The history of San Francisco Bread begins in the West Coast city of San Francisco, just over a century ago. This bread, soft on the inside and crispy on the outside, was made with a long, slow rising process and was characterized by high hydration. With its slightly lactic scent, given by sourdough, it was immediately loved by all its inhabitants.
In the mythical years of the Gold Rush, this bread was at the center of an ancient ritual, widespread among local miners: legend tells that gold miners used to share and eat it together before facing the hard and dangerous days of work. Thus, this bread became over time a symbol of prosperity and good luck. Fishermen, on the other hand, used to take the loaves with them out to sea and use them as bowls in which they enjoyed tasty fish soups.
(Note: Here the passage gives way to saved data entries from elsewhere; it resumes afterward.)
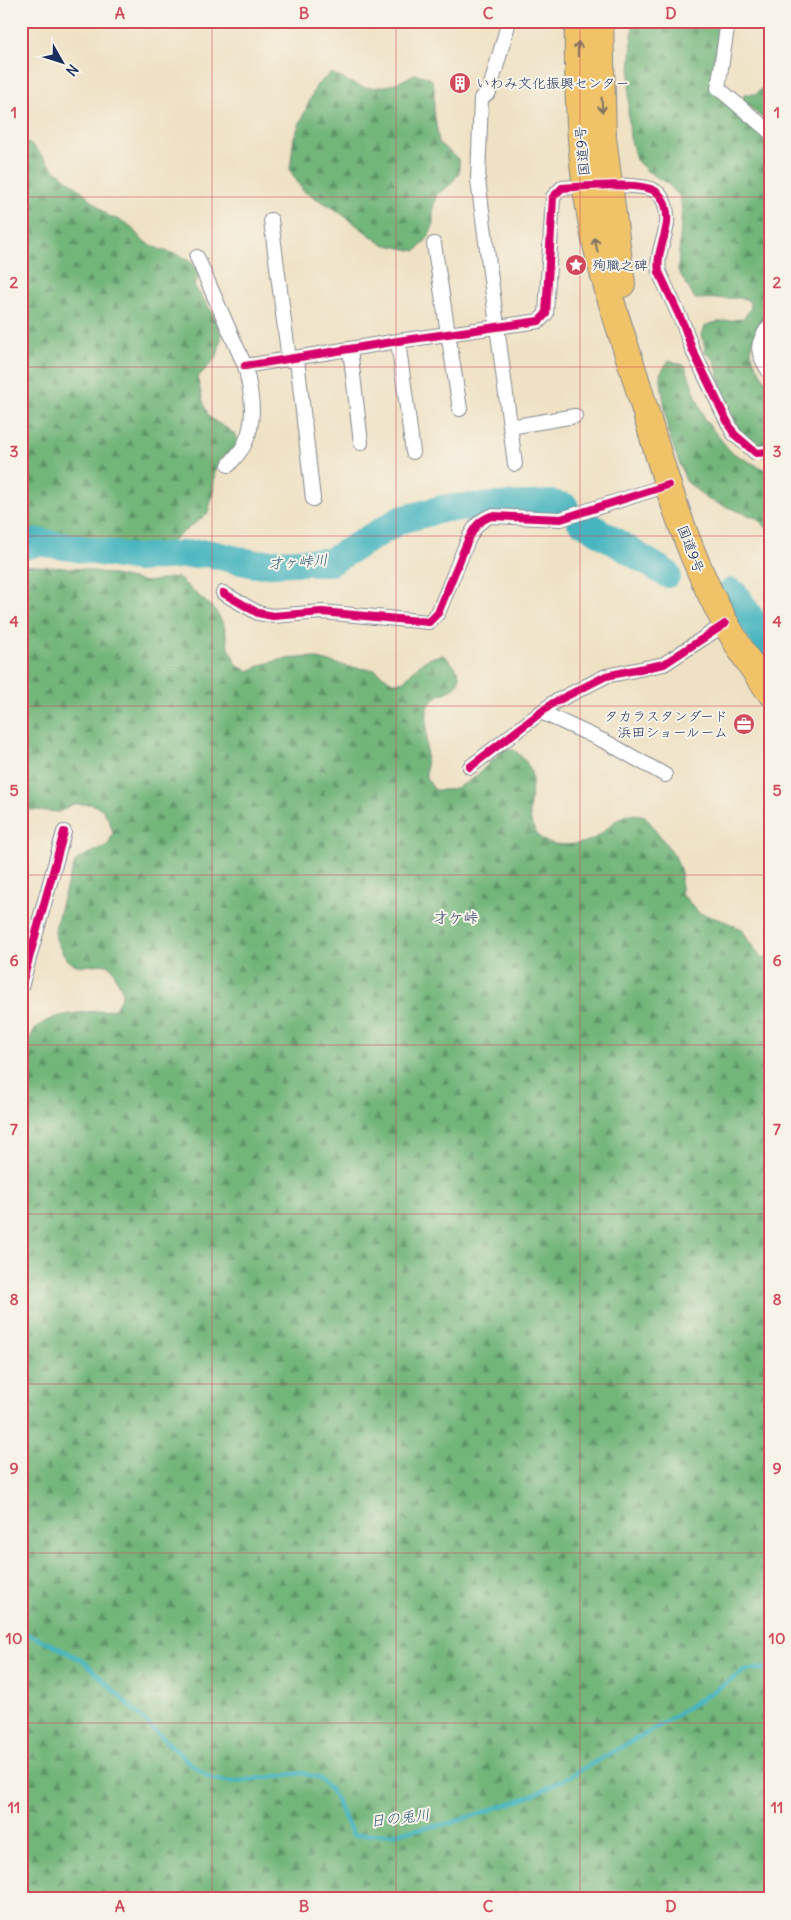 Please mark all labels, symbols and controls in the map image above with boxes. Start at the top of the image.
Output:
text: A [115,3,125,23]
text: B [299,3,310,23]
text: C [483,3,494,23]
text: D [665,3,677,23]
north arrow [38,38,88,88]
one-way arrow [573,42,583,58]
text: N [62,61,82,80]
building icon: いわみ文化振興センター [448,71,472,95]
place label: いわみ文化振興センター [476,74,629,92]
one-way arrow [597,97,606,113]
text: 1 [11,102,17,122]
text: 1 [774,102,780,122]
street label: 国道9号 [571,125,593,177]
one-way arrow [591,238,600,254]
place icon: 殉職之碑 [564,253,588,277]
place label: 殉職之碑 [592,256,648,274]
text: 2 [10,272,19,292]
text: 2 [773,272,782,292]
text: 3 [9,441,19,461]
text: 3 [772,441,782,461]
street label: 国道9号 [674,522,708,576]
water label: 才ヶ峠川 [267,550,329,573]
text: 4 [9,611,19,631]
text: 4 [772,611,782,631]
place label: タカラスタンダード 浜田ショールーム [604,707,728,741]
office icon: タカラスタンダード 浜田ショールーム [732,712,756,736]
text: 5 [9,780,19,800]
text: 5 [772,780,782,800]
district label: 才ケ峠 [433,908,479,927]
text: 6 [9,950,19,970]
text: 6 [772,950,782,970]
text: 7 [10,1119,18,1139]
text: 7 [773,1119,781,1139]
text: 8 [9,1289,19,1309]
text: 8 [772,1289,782,1309]
text: 9 [9,1458,19,1478]
text: 9 [772,1458,782,1478]
text: 10 [6,1628,22,1648]
text: 10 [769,1628,785,1648]
text: 11 [8,1797,20,1817]
text: 11 [771,1797,783,1817]
water label: 日の兎川 [369,1804,431,1831]
text: A [115,1896,125,1916]
text: B [299,1896,310,1916]
text: C [483,1896,494,1916]
text: D [665,1896,677,1916]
Initially it was thought that San Francisco was the only place where this type of sourdough bread could be produced: local bakers swore that no one could reproduce it beyond a 50-mile radius of the city.
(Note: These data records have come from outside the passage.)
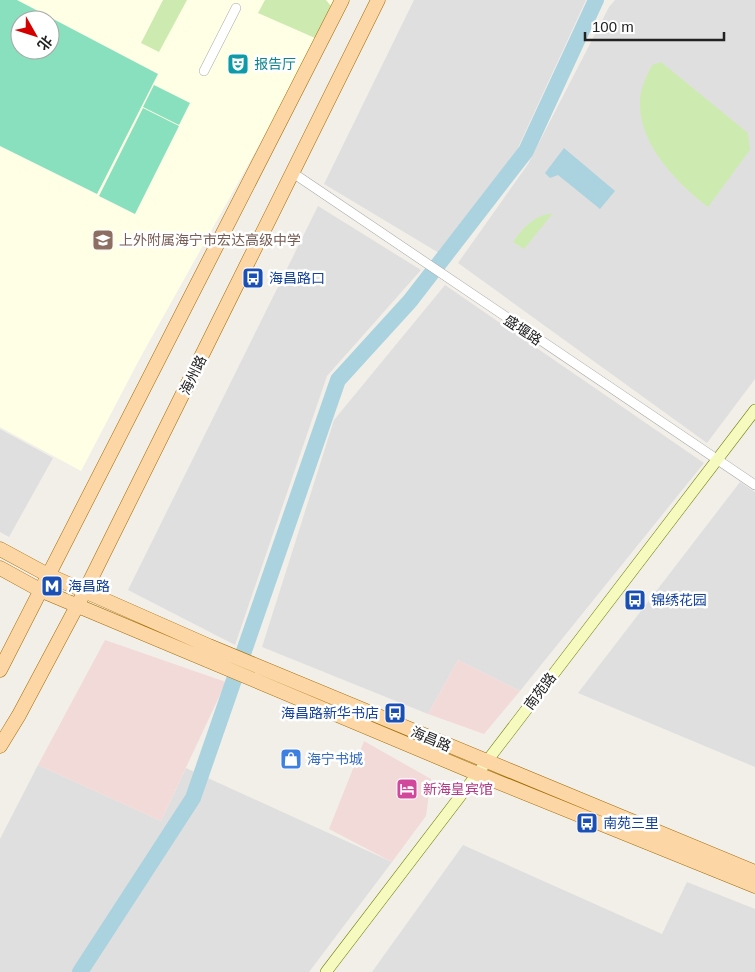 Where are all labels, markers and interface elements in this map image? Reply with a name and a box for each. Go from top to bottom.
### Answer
north arrow [10,10,60,60]
scale bar [585,10,724,42]
text: 100 m [592,18,634,35]
text: 北 [34,33,56,54]
theatre icon: 报告厅 [226,52,250,76]
place label: 报告厅 [254,56,296,72]
school or university icon: 上外附属海宁市宏达高级中学 [91,228,115,252]
place label: 上外附属海宁市宏达高级中学 [119,232,301,248]
bus stop icon: 海昌路口 [241,266,265,290]
place label: 海昌路口 [269,270,325,286]
street label: 盛堰路 [501,312,545,348]
street label: 海州路 [177,353,209,397]
metro station icon: 海昌路 [40,574,64,598]
place label: 海昌路 [68,578,110,594]
bus stop icon: 锦绣花园 [623,588,647,612]
place label: 锦绣花园 [651,592,707,608]
street label: 南苑路 [521,669,559,713]
bus stop icon: 海昌路新华书店 [383,701,407,725]
place label: 海昌路新华书店 [281,705,379,721]
street label: 海昌路 [409,723,453,755]
shop icon: 海宁书城 [279,747,303,771]
place label: 海宁书城 [307,751,363,767]
hotel icon: 新海皇宾馆 [395,777,419,801]
place label: 新海皇宾馆 [423,781,493,797]
bus stop icon: 南苑三里 [575,811,599,835]
place label: 南苑三里 [603,815,659,831] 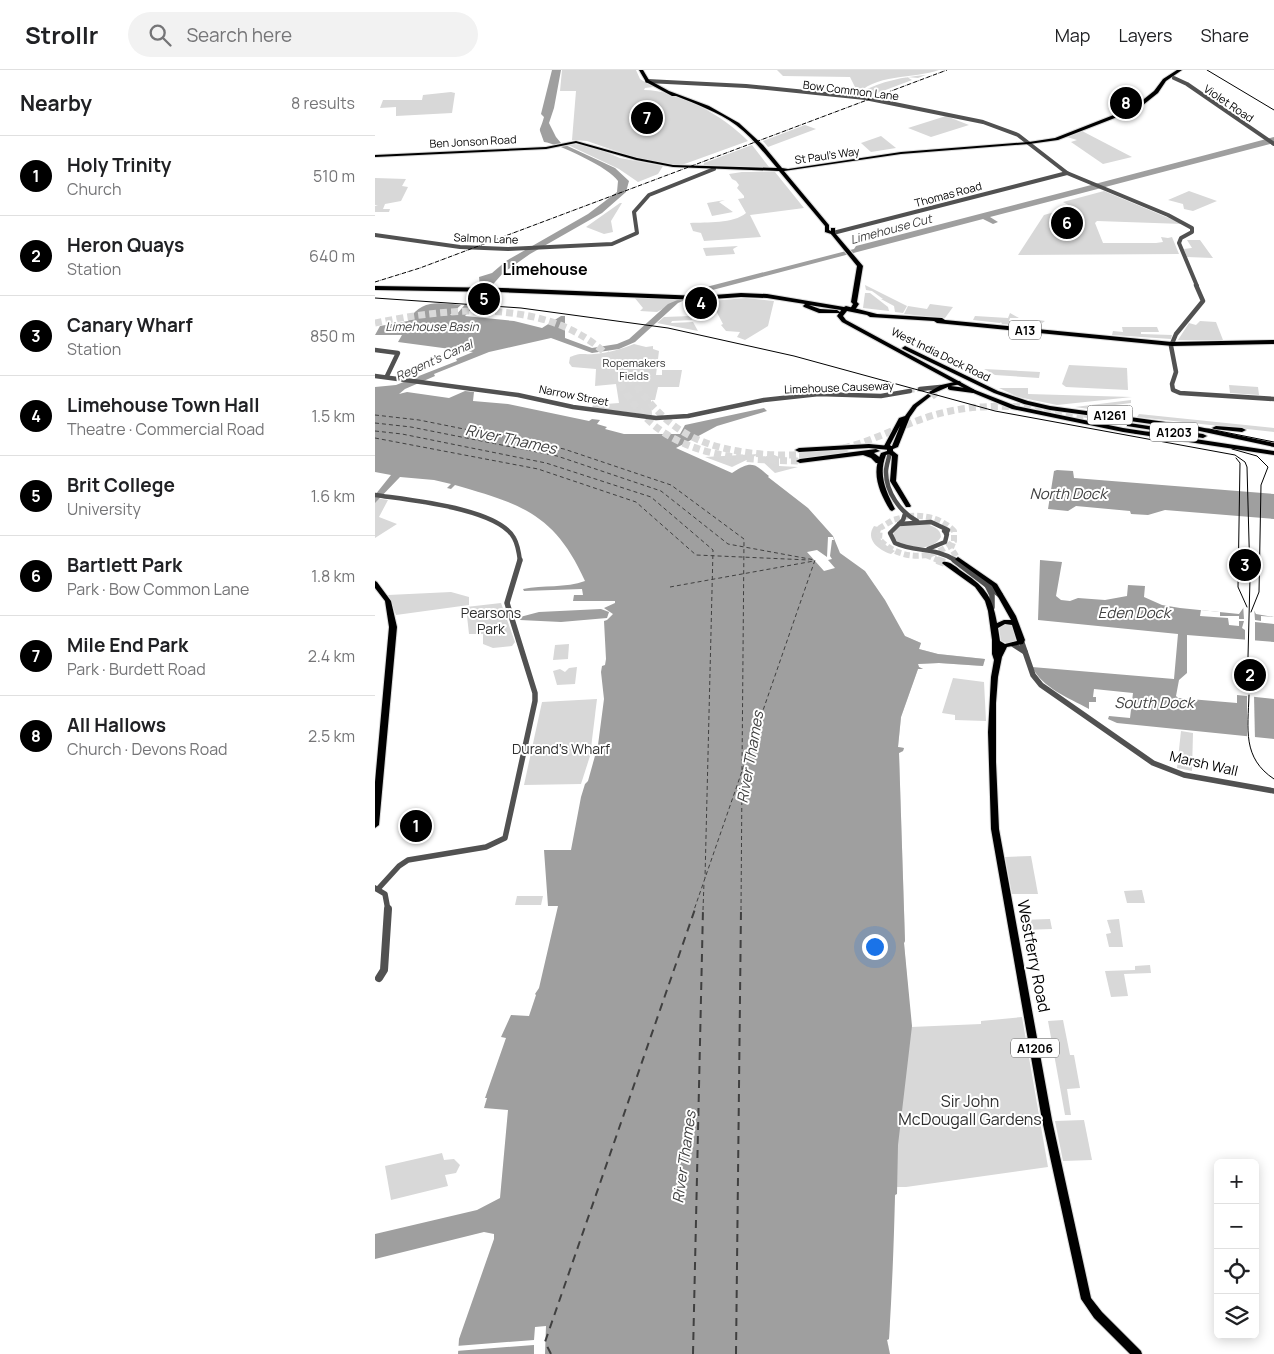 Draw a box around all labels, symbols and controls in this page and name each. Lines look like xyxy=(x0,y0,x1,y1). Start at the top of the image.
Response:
search box xyxy=(128,12,478,57)
text: Strollr xyxy=(25,18,98,51)
icon: search xyxy=(146,21,174,49)
text: Search here xyxy=(186,22,292,48)
text: Map xyxy=(1055,23,1090,47)
text: Layers xyxy=(1118,23,1172,47)
text: Share xyxy=(1200,23,1249,47)
street label: Bow Common Lane xyxy=(802,77,900,103)
street label: Violet Road xyxy=(1201,81,1257,125)
pin: 8 xyxy=(1110,84,1142,122)
text: Nearby xyxy=(20,89,92,117)
text: 8 results xyxy=(291,92,355,114)
pin: 7 xyxy=(631,99,663,137)
street label: Ben Jonson Road xyxy=(429,131,517,151)
street label: St Paul's Way xyxy=(793,143,861,167)
text: Holy Trinity xyxy=(67,152,171,178)
text: 1 xyxy=(32,165,40,187)
text: 510 m xyxy=(313,165,355,187)
text: Church xyxy=(67,178,121,200)
street label: Thomas Road xyxy=(913,178,983,210)
pin: 6 xyxy=(1051,204,1083,242)
water label: Limehouse Cut xyxy=(848,210,935,248)
street label: Salmon Lane xyxy=(453,229,519,247)
text: Heron Quays xyxy=(67,232,184,258)
text: 2 xyxy=(31,245,41,267)
text: 640 m xyxy=(309,245,355,267)
text: Station xyxy=(67,258,121,280)
district label: Limehouse xyxy=(502,258,588,280)
pin: 5 xyxy=(468,280,500,318)
pin: 4 xyxy=(685,284,717,322)
text: Canary Wharf xyxy=(67,312,193,338)
water label: Limehouse Basin xyxy=(385,318,480,335)
road number: A13 xyxy=(1009,320,1041,340)
street label: West India Dock Road xyxy=(889,323,993,385)
text: 3 xyxy=(31,325,41,347)
text: 850 m xyxy=(310,325,355,347)
water label: Regent's Canal xyxy=(393,335,477,385)
text: Station xyxy=(67,338,121,360)
park label: Ropemakers Fields xyxy=(603,355,666,383)
street label: Limehouse Causeway xyxy=(784,378,894,396)
street label: Narrow Street xyxy=(538,381,610,409)
text: Limehouse Town Hall xyxy=(67,392,259,418)
text: 4 xyxy=(31,405,41,427)
text: 1.5 km xyxy=(311,405,355,427)
road number: A1261 xyxy=(1087,406,1133,424)
text: Theatre · Commercial Road xyxy=(67,418,265,440)
water label: River Thames xyxy=(463,419,560,459)
road number: A1203 xyxy=(1150,422,1198,442)
text: Brit College xyxy=(67,472,175,498)
water label: North Dock xyxy=(1029,483,1109,504)
text: 5 xyxy=(31,485,41,507)
text: 1.6 km xyxy=(311,485,355,507)
text: University xyxy=(67,498,141,520)
pin: 3 xyxy=(1229,546,1261,584)
text: Bartlett Park xyxy=(67,552,182,578)
text: 6 xyxy=(31,565,41,587)
text: 1.8 km xyxy=(311,565,355,587)
text: Park · Bow Common Lane xyxy=(67,578,249,600)
water label: Eden Dock xyxy=(1098,602,1173,623)
park label: Pearsons Park xyxy=(461,603,521,638)
text: Mile End Park xyxy=(67,632,188,658)
text: 7 xyxy=(32,645,40,667)
text: 2.4 km xyxy=(308,645,355,667)
pin: 2 xyxy=(1234,656,1266,694)
text: Park · Burdett Road xyxy=(67,658,206,680)
water label: South Dock xyxy=(1114,692,1196,713)
water label: River Thames xyxy=(732,708,769,805)
text: All Hallows xyxy=(67,712,166,738)
text: 8 xyxy=(31,725,41,747)
text: 2.5 km xyxy=(308,725,355,747)
text: Church · Devons Road xyxy=(67,738,228,760)
park label: Durand's Wharf xyxy=(512,739,610,758)
street label: Marsh Wall xyxy=(1168,746,1240,780)
pin: 1 xyxy=(400,807,432,845)
street label: Westferry Road xyxy=(1012,898,1056,1014)
your location xyxy=(862,934,888,960)
road number: A1206 xyxy=(1011,1038,1059,1058)
park label: Sir John McDougall Gardens xyxy=(898,1090,1042,1130)
water label: River Thames xyxy=(667,1108,701,1204)
map controls xyxy=(1214,1159,1259,1339)
button: + xyxy=(1214,1159,1259,1204)
button: − xyxy=(1214,1204,1259,1249)
button: locate xyxy=(1214,1249,1259,1294)
button: layers xyxy=(1214,1294,1259,1339)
Today we know that this is not true because in 1971, just in San Francisco, scientists identified for the first time the strain of lactic ferments responsible for the extraordinary organoleptic qualities of this bread. In honor of the city where it was first isolated, the lactic ferment that characterized it took the name "Sanfranciscensis."
Today it is well known that there are many different types of sourdough in the world, but that "Sanfranciscensis" always remains the dominant lactic ferment.
San Francisco Bread is still prepared today in respect of the ancient recipe. Maybe to commemorate the great saint, it is embellished with a characteristic cross-shaped incision, which makes it unique as its flavor.